__To do__.
Your job is to write out each record precisely as it stands.

__Material for the task__.

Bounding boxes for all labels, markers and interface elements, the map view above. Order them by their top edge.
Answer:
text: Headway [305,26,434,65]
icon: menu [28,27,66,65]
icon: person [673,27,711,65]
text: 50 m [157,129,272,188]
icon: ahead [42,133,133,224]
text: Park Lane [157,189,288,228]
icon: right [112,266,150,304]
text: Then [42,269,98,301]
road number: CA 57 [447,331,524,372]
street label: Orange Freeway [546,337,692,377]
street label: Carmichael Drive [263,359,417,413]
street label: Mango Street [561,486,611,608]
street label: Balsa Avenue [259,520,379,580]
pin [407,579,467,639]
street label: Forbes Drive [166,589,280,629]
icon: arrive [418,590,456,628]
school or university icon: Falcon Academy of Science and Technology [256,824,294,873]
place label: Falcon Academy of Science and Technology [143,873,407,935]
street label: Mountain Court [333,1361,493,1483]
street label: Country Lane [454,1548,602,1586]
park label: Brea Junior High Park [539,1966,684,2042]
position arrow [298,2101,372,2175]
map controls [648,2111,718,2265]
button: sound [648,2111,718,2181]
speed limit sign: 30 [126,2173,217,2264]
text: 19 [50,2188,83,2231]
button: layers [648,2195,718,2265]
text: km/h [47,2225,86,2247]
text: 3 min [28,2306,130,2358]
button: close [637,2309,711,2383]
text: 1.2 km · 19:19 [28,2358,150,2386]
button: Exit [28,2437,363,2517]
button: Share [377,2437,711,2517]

__Exercise response__.
Bounding boxes for all labels, markers and interface elements, the map view above. Order them by their top edge.
Answer:
text: Headway [305,26,434,65]
icon: menu [28,27,66,65]
icon: person [673,27,711,65]
text: 50 m [157,129,272,188]
icon: ahead [42,133,133,224]
text: Park Lane [157,189,288,228]
icon: right [112,266,150,304]
text: Then [42,269,98,301]
road number: CA 57 [447,331,524,372]
street label: Orange Freeway [546,337,692,377]
street label: Carmichael Drive [263,359,417,413]
street label: Mango Street [561,486,611,608]
street label: Balsa Avenue [259,520,379,580]
pin [407,579,467,639]
street label: Forbes Drive [166,589,280,629]
icon: arrive [418,590,456,628]
school or university icon: Falcon Academy of Science and Technology [256,824,294,873]
place label: Falcon Academy of Science and Technology [143,873,407,935]
street label: Mountain Court [333,1361,493,1483]
street label: Country Lane [454,1548,602,1586]
park label: Brea Junior High Park [539,1966,684,2042]
position arrow [298,2101,372,2175]
map controls [648,2111,718,2265]
button: sound [648,2111,718,2181]
speed limit sign: 30 [126,2173,217,2264]
text: 19 [50,2188,83,2231]
button: layers [648,2195,718,2265]
text: km/h [47,2225,86,2247]
text: 3 min [28,2306,130,2358]
button: close [637,2309,711,2383]
text: 1.2 km · 19:19 [28,2358,150,2386]
button: Exit [28,2437,363,2517]
button: Share [377,2437,711,2517]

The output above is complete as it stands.